Various irrationality and transcendence results have already been posted, but it is interesting to see that the mere existence of transcendental numbers was not proven until the nineteenth century. Of course the existence of irrational numbers was already known in ancient Greece, but it took until 1844 before we first knew with certainty that there exist transcendental numbers.
The notion of algebraic and transcendental numbers was not yet available in ancient Greece. It seems that the first mention of the term transcendental was made by Leibniz in the 17th century, although he was more interested in transcendental functions rather than transcendental numbers. As Bourbaki puts it (Elements of the History of Mathematics, page 74):
“The definition that Leibniz gives of "transcendental quantities" [...] seems to apply more to functions than to numbers (in modern language, what he does reduces to defining transcendental elements over the field obtained by adjoining to the field of rational numbers the given numbers from the problem); it is however likely that he had a fairly clear notion of transcendental numbers (even though these latter do not appear to have been defined in a precise way before the end of the XVIIIth century); [...]”

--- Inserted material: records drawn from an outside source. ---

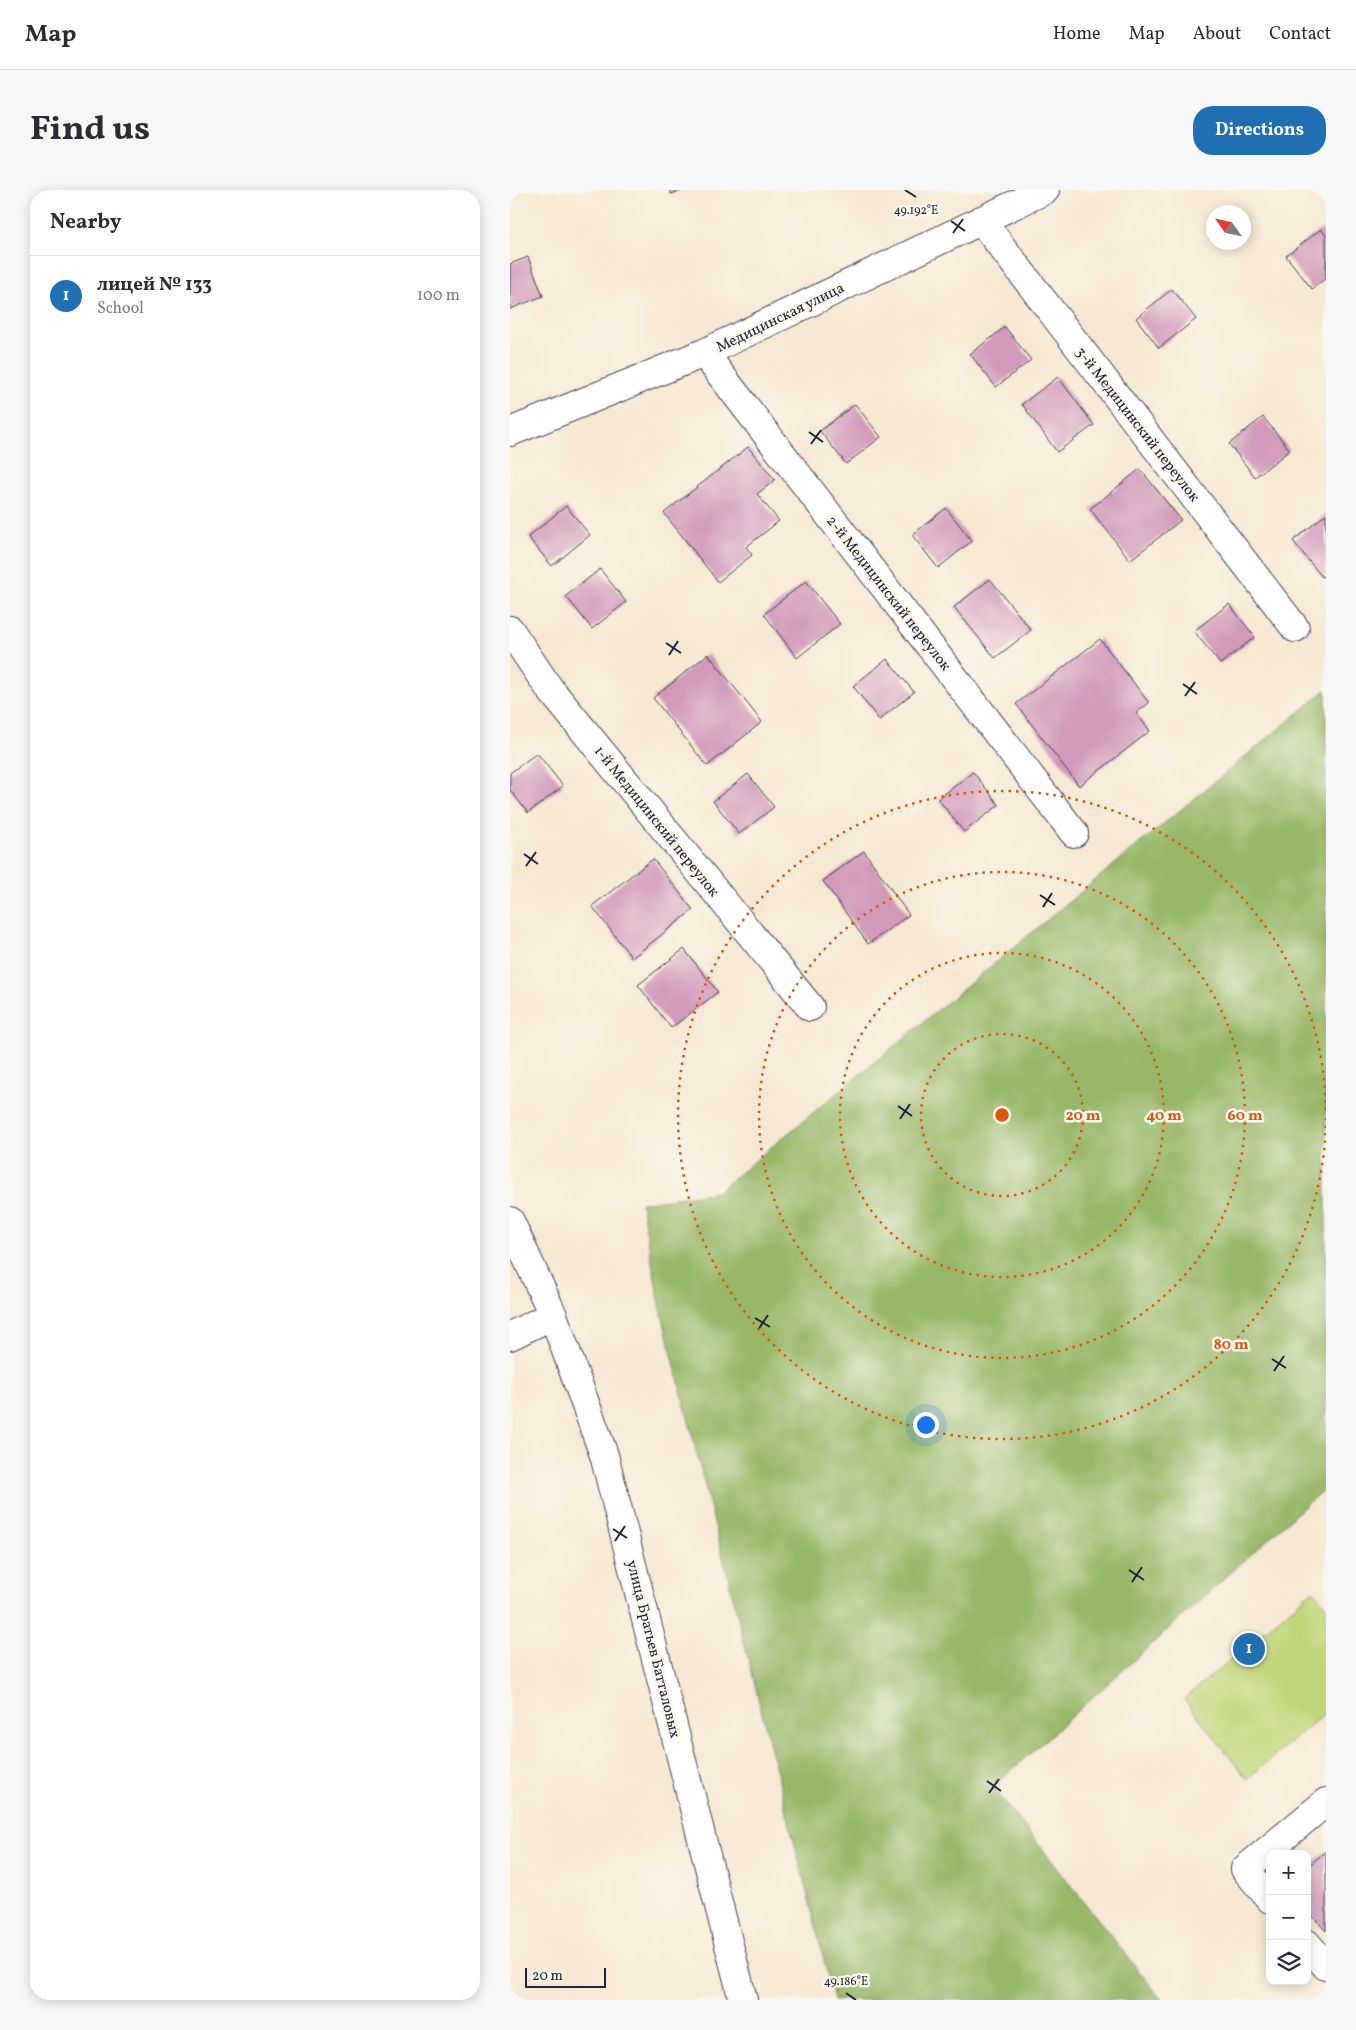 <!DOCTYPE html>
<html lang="en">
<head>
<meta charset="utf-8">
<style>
	:root { --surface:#fff; --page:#f7f7f7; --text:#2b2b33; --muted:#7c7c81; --line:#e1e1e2; --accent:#1f6fb2 }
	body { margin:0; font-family:Vollkorn,serif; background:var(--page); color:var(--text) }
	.controls { position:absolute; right:15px; bottom:15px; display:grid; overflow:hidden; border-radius:10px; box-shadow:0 2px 12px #0003 }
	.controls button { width:45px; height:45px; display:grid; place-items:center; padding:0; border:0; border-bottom:1px solid var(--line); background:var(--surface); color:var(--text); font:25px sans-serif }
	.compass { position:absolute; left:696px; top:15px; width:45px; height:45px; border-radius:50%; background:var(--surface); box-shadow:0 2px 12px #0003; rotate:304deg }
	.scale { position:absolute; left:15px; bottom:12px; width:81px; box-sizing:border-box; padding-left:5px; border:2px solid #22223b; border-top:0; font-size:14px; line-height:18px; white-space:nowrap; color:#22223b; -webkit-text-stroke:4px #fbf7ec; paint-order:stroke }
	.you { position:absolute; left:415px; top:1234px; width:18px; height:18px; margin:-12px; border:4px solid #fff; border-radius:50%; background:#1a73e8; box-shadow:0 0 0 8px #1a73e833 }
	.badge { display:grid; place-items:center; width:32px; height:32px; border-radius:50%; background:var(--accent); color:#fff; font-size:16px; font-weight:700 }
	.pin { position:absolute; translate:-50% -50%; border:2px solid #fff; box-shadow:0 1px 5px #0006 }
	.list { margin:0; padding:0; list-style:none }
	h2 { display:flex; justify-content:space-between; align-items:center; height:65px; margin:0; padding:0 20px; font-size:21px }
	h2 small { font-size:16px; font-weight:400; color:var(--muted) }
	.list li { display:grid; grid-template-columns:32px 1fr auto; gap:15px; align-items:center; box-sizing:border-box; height:80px; padding:0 20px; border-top:1px solid var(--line) }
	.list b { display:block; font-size:19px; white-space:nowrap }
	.list p { margin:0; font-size:16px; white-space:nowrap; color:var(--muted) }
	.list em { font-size:16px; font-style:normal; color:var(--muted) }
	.icon { flex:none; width:28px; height:28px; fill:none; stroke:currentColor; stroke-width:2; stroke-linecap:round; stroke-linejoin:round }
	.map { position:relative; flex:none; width:816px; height:1810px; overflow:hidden; border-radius:20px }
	header { display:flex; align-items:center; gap:30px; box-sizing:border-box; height:70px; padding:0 25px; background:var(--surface); border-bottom:1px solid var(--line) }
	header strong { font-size:24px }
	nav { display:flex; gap:28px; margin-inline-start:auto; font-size:18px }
	.intro { display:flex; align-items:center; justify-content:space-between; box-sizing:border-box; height:120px; padding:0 30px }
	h1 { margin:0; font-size:35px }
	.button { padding:12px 22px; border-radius:20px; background:var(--accent); color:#fff; font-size:18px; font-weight:700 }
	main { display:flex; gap:30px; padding:0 30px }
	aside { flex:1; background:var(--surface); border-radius:20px; box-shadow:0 2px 12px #0003 }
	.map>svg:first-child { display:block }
	.green { fill:#c1d679; stroke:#727c5a }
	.forest { fill:#98b769; stroke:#5d6c52 }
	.building { fill:#d19aba }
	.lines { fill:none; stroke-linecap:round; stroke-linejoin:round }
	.minor-casing { stroke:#424052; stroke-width:30 }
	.minor { stroke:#fff; stroke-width:28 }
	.ticks { fill:none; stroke:#22223b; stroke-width:2 }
	.ring { fill:none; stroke:#de560e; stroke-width:2.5; stroke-dasharray:2.5 5 }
	.labels { text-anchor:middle; stroke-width:5; stroke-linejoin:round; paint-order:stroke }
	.street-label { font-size:15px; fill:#22223b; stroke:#fbf7ec }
	.ticks-label { font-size:12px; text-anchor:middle; fill:#22223b; stroke:#fbf7ec; stroke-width:5; stroke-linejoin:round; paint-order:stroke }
	.centre { fill:#de560e; stroke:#fbf7ec; stroke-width:2.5 }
	.ring-label { font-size:15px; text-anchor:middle; font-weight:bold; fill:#de560e; stroke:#fbf7ec; stroke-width:5; stroke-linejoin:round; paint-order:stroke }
</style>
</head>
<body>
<header>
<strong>Map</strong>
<nav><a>Home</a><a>Map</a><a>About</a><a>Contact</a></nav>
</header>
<div class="intro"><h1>Find us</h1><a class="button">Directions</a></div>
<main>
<aside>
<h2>Nearby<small></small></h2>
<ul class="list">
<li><span class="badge">1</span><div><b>лицей № 133</b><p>School</p></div><em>100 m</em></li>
</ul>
</aside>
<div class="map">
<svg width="816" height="1810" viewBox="0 0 816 1810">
	<rect width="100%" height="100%" fill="#fbf7ec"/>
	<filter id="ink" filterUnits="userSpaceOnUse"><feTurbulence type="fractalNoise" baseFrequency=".02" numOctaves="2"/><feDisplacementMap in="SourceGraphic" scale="10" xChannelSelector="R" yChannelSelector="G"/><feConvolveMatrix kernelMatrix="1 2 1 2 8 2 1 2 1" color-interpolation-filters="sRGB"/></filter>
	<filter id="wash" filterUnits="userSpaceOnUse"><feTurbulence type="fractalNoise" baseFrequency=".0096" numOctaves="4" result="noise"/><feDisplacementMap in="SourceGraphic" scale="20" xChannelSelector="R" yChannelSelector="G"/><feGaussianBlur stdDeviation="1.12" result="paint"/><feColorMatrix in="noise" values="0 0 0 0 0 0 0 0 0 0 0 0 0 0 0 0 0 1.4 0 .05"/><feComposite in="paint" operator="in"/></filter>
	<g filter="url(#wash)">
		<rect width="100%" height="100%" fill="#f6e8d3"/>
		<path class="green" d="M803,1400l13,16v106l-79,67 -63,-80z"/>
		<path class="forest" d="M816,500v797l-333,300 169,213h-328l-173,-689 -20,-108 76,-11z"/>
		<g id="blocks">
			<path class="building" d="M160,0h13l-12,4z
				M811,39l5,6v43l-14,11 -26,-33z
				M18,67l15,39 -33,13v-45z
				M662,99l24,30 -37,29 -23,-30z
				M495,137l26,33 -35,27 -26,-33z
				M548,187l36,48 -37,27 -35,-48z
				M345,214l26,33 -35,27 -26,-33z
				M753,227l27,33 -35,27 -26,-33z
				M238,257l27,33 -18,14 22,27 -33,26 6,8 -34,27 -54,-69z
				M630,279l41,51 -51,40 -40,-51z
				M56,316l24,29 -38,31 -24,-29z
				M436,318l26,33 -34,27 -26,-33z
				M816,324v60l-4,3 -29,-36z
				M90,379l26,33 -34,27 -26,-33z
				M480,389l41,51 -36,28 -41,-51z
				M296,391l34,43 -43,34 -33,-44z
				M719,414l26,33 -35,27 -26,-33z
				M590,449l49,64 -13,10 14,18 -71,55 -63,-82z
				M198,464l54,68 -55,44 -54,-68z
				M377,469l27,33 -35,28 -26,-34z
				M27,563l26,33 -35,27 -18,-23v-17z
				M463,582l26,33 -35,27 -26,-33z
				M238,584l26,33 -35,27 -26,-33z
				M354,661l45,64 -41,29 -45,-63z
				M143,669l40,51 -61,48 -40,-52z
				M174,759l34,43 -47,36 -33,-43z
				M816,1661v80l-19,-21v-43z"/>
		</g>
	</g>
	<g filter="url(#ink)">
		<use href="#blocks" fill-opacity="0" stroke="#424052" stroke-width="1"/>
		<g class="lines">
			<defs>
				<path id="minor" d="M471,30l314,408
					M194,163l370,480
					M0,242l194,-79 341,-163
					M0,440l39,58 261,319
					M0,1031l43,94 51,140 139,545
					M0,1146l43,-21
					M760,1709l-25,-30 81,-67
					M797,1754l19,22"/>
			</defs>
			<use href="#minor" class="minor-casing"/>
			<use href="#minor" class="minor"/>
		</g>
	</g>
	<path class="ticks" d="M395,0l11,7M441,31l14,10M443,43l10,-14M299,242l14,10M301,254l10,-14M156,453l15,10M159,465l9,-14M673,494l14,10M675,506l10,-14M14,664l14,10M16,676l10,-14M530,705l15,10M533,717l9,-14M388,916l14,10M390,929l10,-15M245,1128l15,9M248,1140l10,-15M762,1169l14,9M764,1181l10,-15M103,1339l14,9M105,1351l10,-15M619,1380l15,10M622,1392l10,-15M477,1591l14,10M479,1603l10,-14M336,1803l10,7"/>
	<g class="ring">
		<circle cx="492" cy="925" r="81"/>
		<circle cx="492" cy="925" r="162"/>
		<circle cx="492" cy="925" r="243"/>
		<path d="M816 928A324 324 0 1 1 816 922"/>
	</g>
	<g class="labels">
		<g class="street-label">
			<text transform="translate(270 127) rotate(-26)" y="5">Медицинская улица</text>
			<text transform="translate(628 234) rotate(52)" y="5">3-й Медицинский переулок</text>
			<text transform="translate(379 403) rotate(52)" y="5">2-й Медицинский переулок</text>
			<text transform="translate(147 631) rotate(51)" y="5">1-й Медицинский переулок</text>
			<text transform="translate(144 1459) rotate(76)" y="5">улица Братьев Батталовых</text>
		</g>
	</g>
	<g class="ticks-label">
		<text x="406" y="24">49.192°E</text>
		<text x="336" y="1795">49.186°E</text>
	</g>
	<circle cx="492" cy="925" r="8" class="centre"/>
	<g class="ring-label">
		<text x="573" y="930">20 m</text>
		<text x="654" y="930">40 m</text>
		<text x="735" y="930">60 m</text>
		<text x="721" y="1159">80 m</text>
	</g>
</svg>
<div class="controls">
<button>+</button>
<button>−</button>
<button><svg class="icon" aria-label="layers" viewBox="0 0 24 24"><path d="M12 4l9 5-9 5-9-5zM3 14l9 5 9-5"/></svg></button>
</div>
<svg class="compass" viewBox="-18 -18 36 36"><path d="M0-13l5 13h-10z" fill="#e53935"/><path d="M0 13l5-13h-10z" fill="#7c7c81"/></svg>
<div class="scale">20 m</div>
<div class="you"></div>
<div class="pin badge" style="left:739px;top:1459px">1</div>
</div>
</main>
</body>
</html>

The first proof of the existence of transcendental numbers was given by Liouville in 1844, who constructed a class of numbers which he then proved to be transcendental (now known as the Liouville numbers). The Louiville numbers are a cornerstone in the field of Diophantine approximation, which has since grown into a rich and active field of study in contemporary mathematics.
Nowadays of course we get the existence of transcendental numbers as an easy corollary of a famous theorem of Cantor's, which states that $\mathbb{R}$ is uncountable. Since the set of algebraic numbers is only countable, it follows that there must exist (uncountably many) transcendental numbers. Knowing this simple proof, I was very much surprised to learn that the existence of transcendental numbers had only been settled for 30 years when Cantor first proved $\mathbb{R}$ to be uncountable.
(Interestingly, Cantor's first proof of the uncountability of the real numbers predates his famous diagonal argument by some 17 years. See also Robert Gray, Georg Cantor and Transcendental Numbers, The American Mathematical Monthly, Vol. 101, No. 9 (Nov., 1994), pp. 819-832, at the time of writing also available in its entirety at the website of the Mathematical Association of America.)